> Task to complete
A verbatim copy of the lines from the one with "I am building" through the final line below is required; print it and nothing else.

Stored entries:
>>>
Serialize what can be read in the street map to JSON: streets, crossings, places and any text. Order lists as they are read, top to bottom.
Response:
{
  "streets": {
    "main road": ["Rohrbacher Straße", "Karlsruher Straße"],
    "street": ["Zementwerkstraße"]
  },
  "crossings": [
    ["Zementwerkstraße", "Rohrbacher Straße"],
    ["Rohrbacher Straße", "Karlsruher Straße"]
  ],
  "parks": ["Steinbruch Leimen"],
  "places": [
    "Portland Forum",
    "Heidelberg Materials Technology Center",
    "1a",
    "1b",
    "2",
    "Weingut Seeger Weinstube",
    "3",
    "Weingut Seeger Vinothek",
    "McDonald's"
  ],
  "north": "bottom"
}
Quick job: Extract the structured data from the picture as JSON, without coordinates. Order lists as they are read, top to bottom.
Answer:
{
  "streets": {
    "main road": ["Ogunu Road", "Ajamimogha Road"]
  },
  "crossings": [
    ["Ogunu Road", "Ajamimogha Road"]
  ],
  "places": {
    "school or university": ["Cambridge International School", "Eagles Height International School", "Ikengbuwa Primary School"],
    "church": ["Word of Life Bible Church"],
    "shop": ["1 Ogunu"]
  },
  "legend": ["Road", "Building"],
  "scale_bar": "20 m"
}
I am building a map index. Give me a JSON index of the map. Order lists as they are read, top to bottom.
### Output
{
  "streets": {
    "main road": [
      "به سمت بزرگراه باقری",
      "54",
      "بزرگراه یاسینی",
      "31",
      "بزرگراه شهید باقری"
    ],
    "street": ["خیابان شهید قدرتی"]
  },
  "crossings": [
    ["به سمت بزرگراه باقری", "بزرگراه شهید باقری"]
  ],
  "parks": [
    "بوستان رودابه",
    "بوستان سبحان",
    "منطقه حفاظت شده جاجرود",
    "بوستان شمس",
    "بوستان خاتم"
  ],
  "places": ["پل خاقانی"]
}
<<<
> Solved problem
I am building a map index. Give me a JSON index of the map. Order lists as they are read, top to bottom.
### Output
{
  "streets": {
    "main road": [
      "به سمت بزرگراه باقری",
      "54",
      "بزرگراه یاسینی",
      "31",
      "بزرگراه شهید باقری"
    ],
    "street": ["خیابان شهید قدرتی"]
  },
  "crossings": [
    ["به سمت بزرگراه باقری", "بزرگراه شهید باقری"]
  ],
  "parks": [
    "بوستان رودابه",
    "بوستان سبحان",
    "منطقه حفاظت شده جاجرود",
    "بوستان شمس",
    "بوستان خاتم"
  ],
  "places": ["پل خاقانی"]
}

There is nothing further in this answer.